EXERCISE DETAILS - Down to the last line, copy the records below without any change.

Saved entries
====
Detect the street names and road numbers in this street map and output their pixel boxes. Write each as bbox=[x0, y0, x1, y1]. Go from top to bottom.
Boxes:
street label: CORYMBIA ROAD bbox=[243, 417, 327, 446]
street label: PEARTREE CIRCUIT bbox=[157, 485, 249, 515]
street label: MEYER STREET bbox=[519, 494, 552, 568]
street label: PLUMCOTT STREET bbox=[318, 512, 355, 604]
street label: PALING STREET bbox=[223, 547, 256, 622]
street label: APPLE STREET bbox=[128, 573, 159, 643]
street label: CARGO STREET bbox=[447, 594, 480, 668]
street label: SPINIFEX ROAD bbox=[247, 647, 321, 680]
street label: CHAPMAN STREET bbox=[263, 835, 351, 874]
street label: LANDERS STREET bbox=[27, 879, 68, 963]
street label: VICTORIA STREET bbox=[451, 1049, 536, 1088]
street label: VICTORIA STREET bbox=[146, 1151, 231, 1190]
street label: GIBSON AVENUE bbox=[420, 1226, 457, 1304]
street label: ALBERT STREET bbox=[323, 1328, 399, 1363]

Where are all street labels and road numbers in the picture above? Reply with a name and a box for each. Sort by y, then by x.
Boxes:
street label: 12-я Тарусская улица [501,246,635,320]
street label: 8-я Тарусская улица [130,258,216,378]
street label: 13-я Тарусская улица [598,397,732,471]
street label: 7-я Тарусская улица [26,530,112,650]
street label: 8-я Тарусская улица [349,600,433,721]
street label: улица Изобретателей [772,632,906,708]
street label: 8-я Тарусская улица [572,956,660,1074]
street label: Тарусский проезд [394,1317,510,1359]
====
SOLUTION TO THE PROBLEM -
Detect the street names and road numbers in this street map and output their pixel boxes. Write each as bbox=[x0, y0, x1, y1]. Go from top to bottom.
Boxes:
street label: CORYMBIA ROAD bbox=[243, 417, 327, 446]
street label: PEARTREE CIRCUIT bbox=[157, 485, 249, 515]
street label: MEYER STREET bbox=[519, 494, 552, 568]
street label: PLUMCOTT STREET bbox=[318, 512, 355, 604]
street label: PALING STREET bbox=[223, 547, 256, 622]
street label: APPLE STREET bbox=[128, 573, 159, 643]
street label: CARGO STREET bbox=[447, 594, 480, 668]
street label: SPINIFEX ROAD bbox=[247, 647, 321, 680]
street label: CHAPMAN STREET bbox=[263, 835, 351, 874]
street label: LANDERS STREET bbox=[27, 879, 68, 963]
street label: VICTORIA STREET bbox=[451, 1049, 536, 1088]
street label: VICTORIA STREET bbox=[146, 1151, 231, 1190]
street label: GIBSON AVENUE bbox=[420, 1226, 457, 1304]
street label: ALBERT STREET bbox=[323, 1328, 399, 1363]

Where are all street labels and road numbers in the picture above? Reply with a name and a box for each. Sort by y, then by x.
Boxes:
street label: 12-я Тарусская улица [501,246,635,320]
street label: 8-я Тарусская улица [130,258,216,378]
street label: 13-я Тарусская улица [598,397,732,471]
street label: 7-я Тарусская улица [26,530,112,650]
street label: 8-я Тарусская улица [349,600,433,721]
street label: улица Изобретателей [772,632,906,708]
street label: 8-я Тарусская улица [572,956,660,1074]
street label: Тарусский проезд [394,1317,510,1359]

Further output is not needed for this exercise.